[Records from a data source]
::::
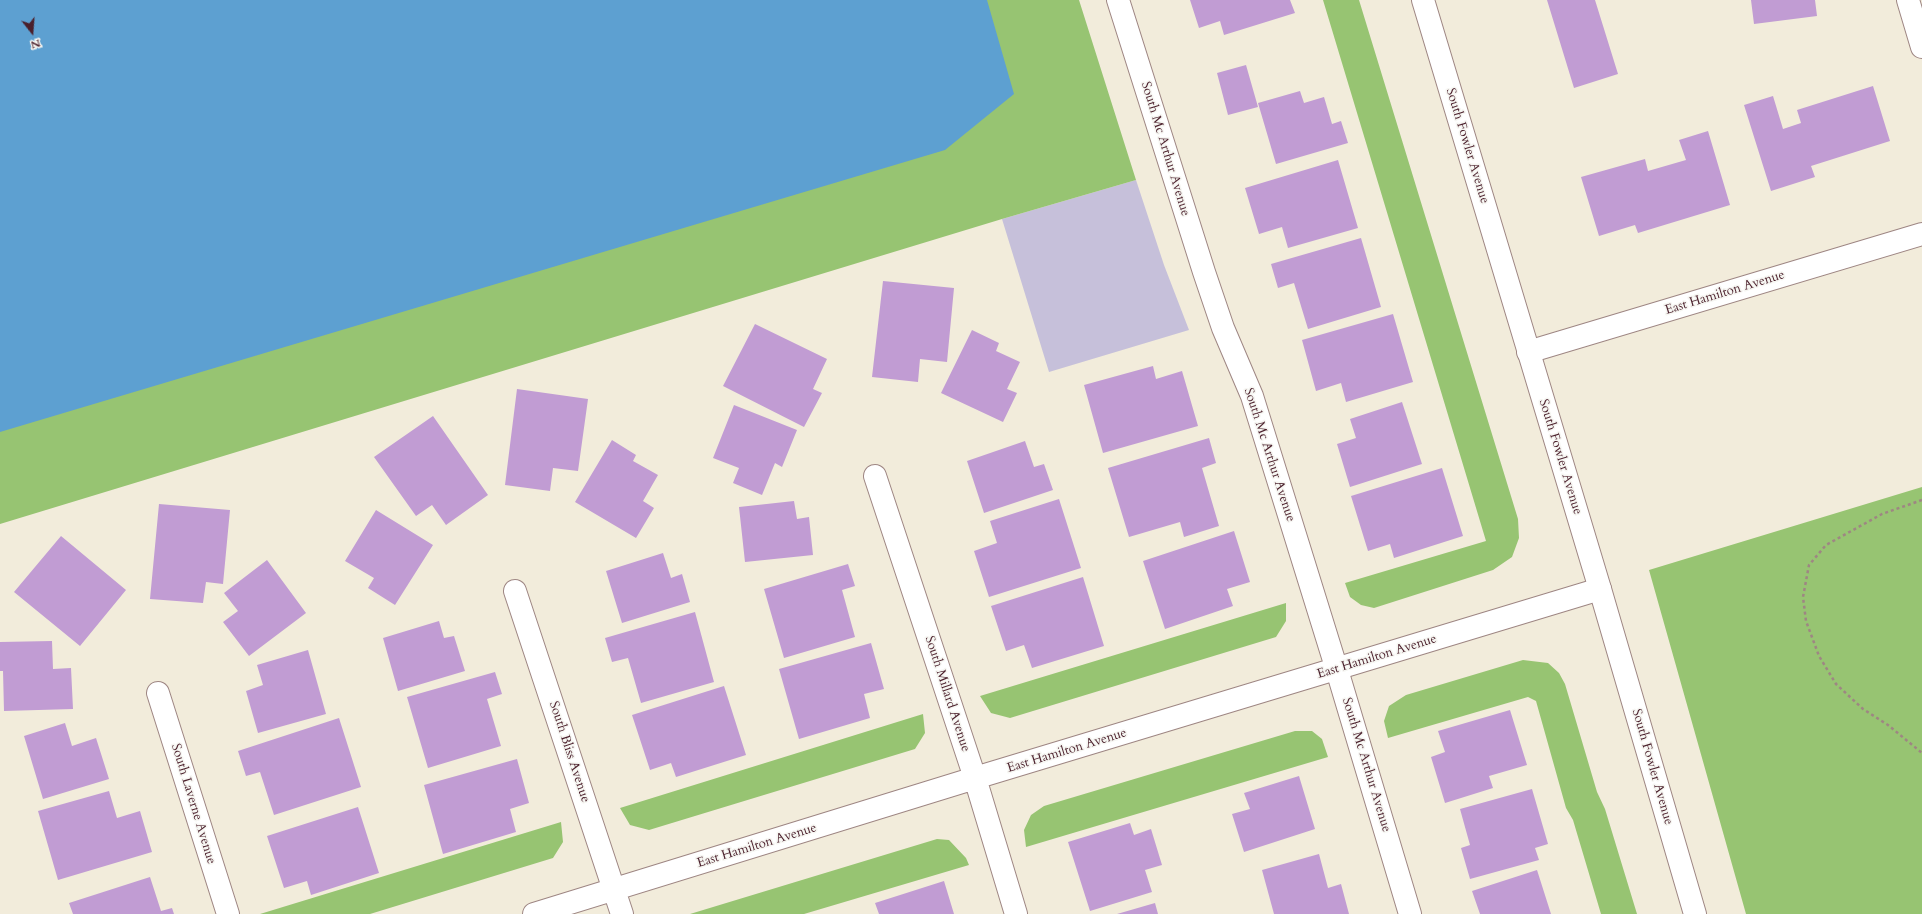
<!DOCTYPE html>
<html>
<head>
<meta charset="utf-8">
<style>
  body { margin:0 }
  #map { position:relative; width:1922px; height:914px; overflow:hidden; background:#f2ecdb; font-family:Cardo,serif }
  canvas { display:block }
  .north { position:absolute; left:12px; top:12px; width:40px; height:40px; -webkit-text-stroke:3px #f6f6f2; paint-order:stroke; rotate:163deg; font-size:11px; font-weight:700; line-height:16px; text-align:center; color:#4a1f2b }
  .north::after { content:''; display:block; margin:auto; width:14px; height:18px; background:#4a1f2b; clip-path:polygon(50% 0,100% 100%,50% 72%,0 100%) }
</style>
</head>
<body>
<div id="map">
<canvas width="1922" height="914"></canvas>
<div class="north">N</div>
</div>
<script>
const g = document.querySelector('canvas').getContext('2d');
g.lineJoin = 'round';
function paint(path, color) { g.fillStyle = color; g.fill(path, 'evenodd'); }
const shape = rows => new Path2D(rows.map(r => 'M' + r).join(''));
function stroke(path, color, width, dash) { g.strokeStyle = color; g.lineWidth = width; g.lineCap = dash ? 'butt' : 'round'; g.setLineDash(dash || []); g.stroke(path); }
function label(font, color, halo, rows, align = 'center') {
  g.font = font + ' Cardo,serif'; g.lineWidth = 3; g.setLineDash([]); g.textBaseline = 'middle'; g.strokeStyle = halo; g.fillStyle = color; for (const [text, x, y, turn = 0] of rows) {
    g.save(); g.translate(x, y); g.rotate((+turn || 0) * Math.PI / 180); g.textAlign = isNaN(turn) ? turn : align; if (halo) g.strokeText(text, 0, 0); g.fillText(text, 0, 0); g.restore();
  }
}
const industrial = shape([
  [1136,180,1164,265,1189,330,1049,372,1002,219]
]);
const green = shape([
  [0,0,1079,0,1136,180,1002,219,0,524],
  [1323,0,1359,0,1518,519,1519,538,1512,557,1493,570,1374,608,1361,605,1350,597,1345,583,1486,541],
  [1922,487,1922,914,1746,914,1649,570],
  [1286,603,1286,621,1276,637,1010,718,991,713,980,696],
  [1523,660,1548,663,1559,673,1565,684,1597,792,1605,809,1637,914,1601,914,1573,820,1566,808,1536,701,1528,697,1388,738,1384,721,1389,706,1406,695],
  [923,714,925,733,915,749,649,830,630,825,620,808],
  [1295,731,1312,731,1322,739,1328,757,1026,847,1024,830,1031,815,1044,806],
  [561,822,563,842,553,858,370,914,260,914],
  [937,839,949,840,966,858,969,865,804,914,690,914]
]);
const water = shape([
  [0,0,987,0,1014,94,945,150,0,432]
]);
const building = shape([
  [1190,0,1290,0,1295,13,1224,35,1220,21,1199,28],
  [1547,0,1595,0,1618,74,1574,88],
  [1751,0,1815,0,1817,16,1754,24],
  [1246,65,1258,107,1228,115,1217,73],
  [1873,86,1890,141,1811,166,1815,177,1771,191,1744,105,1773,96,1783,129,1801,123,1797,110],
  [1300,91,1304,103,1324,97,1332,124,1341,121,1348,143,1276,164,1258,103],
  [1708,131,1730,205,1638,233,1635,225,1599,236,1581,177,1645,159,1648,171,1686,160,1679,140],
  [1338,160,1358,228,1288,248,1282,227,1259,234,1245,188],
  [1361,238,1381,307,1308,329,1294,283,1278,288,1271,264],
  [883,281,954,288,947,362,920,359,918,382,872,377],
  [1393,314,1413,382,1346,402,1341,383,1316,391,1302,340],
  [755,324,827,359,813,389,822,393,804,427,723,386],
  [972,330,999,343,996,351,1020,362,1007,389,1017,393,1003,422,941,393],
  [1153,366,1156,379,1182,371,1198,426,1103,453,1084,385],
  [517,389,588,399,578,471,553,468,550,491,505,485],
  [1402,402,1422,464,1350,487,1337,444,1356,438,1350,419],
  [734,405,797,430,782,467,775,463,762,495,733,483,739,468,713,458],
  [433,416,488,495,446,525,432,505,416,516,374,457],
  [1209,438,1216,463,1202,468,1219,526,1184,537,1180,522,1129,537,1108,468],
  [612,440,636,455,633,461,658,475,643,501,654,508,636,538,575,502],
  [1025,441,1034,467,1044,464,1053,490,984,513,967,461],
  [1442,468,1463,536,1394,558,1390,544,1368,551,1351,496],
  [1059,499,1081,568,989,597,974,551,997,543,990,521],
  [794,501,797,519,809,517,813,555,745,562,739,507],
  [159,504,230,510,223,584,206,582,203,603,150,599],
  [376,510,433,545,395,605,368,588,374,578,345,561],
  [1234,531,1250,582,1227,589,1233,606,1165,629,1143,561],
  [61,536,126,590,80,646,14,592],
  [663,553,671,578,682,574,690,602,622,623,606,571],
  [267,560,306,613,249,656,223,622,238,611,224,593],
  [848,564,855,586,842,590,855,637,784,658,764,589],
  [1083,577,1104,646,1032,668,1024,645,1006,651,991,606],
  [695,612,714,682,641,703,628,658,612,662,605,638],
  [439,621,444,638,454,636,465,671,398,691,383,638],
  [52,641,53,669,71,668,73,709,4,711,3,671,0,671,0,642],
  [871,643,884,689,864,694,870,718,799,739,779,669],
  [308,650,326,714,258,733,246,691,263,685,257,665],
  [495,672,502,694,487,699,501,746,428,768,407,697],
  [724,686,746,755,676,777,671,763,650,770,632,715],
  [1510,710,1527,765,1489,776,1493,788,1445,803,1431,757,1445,752,1438,731],
  [339,718,361,787,274,815,260,772,246,776,238,751],
  [65,723,72,746,96,738,109,779,43,799,24,736],
  [517,759,529,803,510,809,516,832,443,854,424,785],
  [1299,776,1315,829,1244,852,1232,814,1250,809,1244,793],
  [1532,789,1548,844,1535,848,1539,860,1470,879,1461,848,1470,845,1460,809],
  [109,791,117,818,140,811,152,852,58,880,38,811],
  [358,807,379,873,311,895,307,881,284,888,267,836],
  [1130,823,1134,835,1151,829,1162,865,1145,870,1152,892,1090,911,1068,842],
  [1319,854,1328,888,1341,884,1349,914,1274,914,1262,870],
  [1537,870,1551,914,1480,914,1472,891],
  [150,877,161,911,172,908,174,914,73,914,69,903],
  [944,881,954,914,879,914,875,903],
  [1155,903,1158,914,1117,914]
]);
const path = shape([
  [1922,500,1882,514,1826,545,1809,565,1803,597,1806,621,1819,656,1836,684,1863,709,1888,725,1922,753]
]);
const minor = shape([
  [1118,0,1204,272,1223,328,1252,396,1337,670,1410,914],
  [1908,0,1922,47],
  [1528,352,1922,234],
  [875,476,975,778,1016,914],
  [515,591,622,914],
  [158,693,228,914],
  [534,914,975,778,1600,589]
]);
const major = shape([
  [1423,0,1600,589,1695,914]
]);
const streetNames = [
  ["South Fowler Avenue",1467,146,73],
  ["South Mc Arthur Avenue",1165,149,73],
  ["East Hamilton Avenue",1725,293,-17],
  ["South Mc Arthur Avenue",1269,455,72],
  ["South Fowler Avenue",1560,457,73],
  ["East Hamilton Avenue",1377,657,-17],
  ["South Millard Avenue",947,694,72],
  ["East Hamilton Avenue",1067,751,-17],
  ["South Bliss Avenue",569,752,72],
  ["South Mc Arthur Avenue",1366,765,73],
  ["South Fowler Avenue",1652,767,74],
  ["South Laverne Avenue",193,804,73],
  ["East Hamilton Avenue",757,846,-17]
];
paint(industrial, '#c6c0da');
paint(green, '#97c472');
paint(water, '#5da0d1');
paint(building, '#c19cd3');
stroke(minor, '#9e8683', 24);
stroke(major, '#9e8683', 24);
stroke(path, '#9e8683', 2.5, [3, 3]);
stroke(minor, '#fff', 22);
stroke(major, '#fff', 22);
label('13px', '#4a1f2b', '#f6f6f2', streetNames);
</script>
</body>
</html>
::::
> _Try it_: Only a number is wanted here: the tally of lines in the entries that include the word "paint".

> _Problem solution_: 6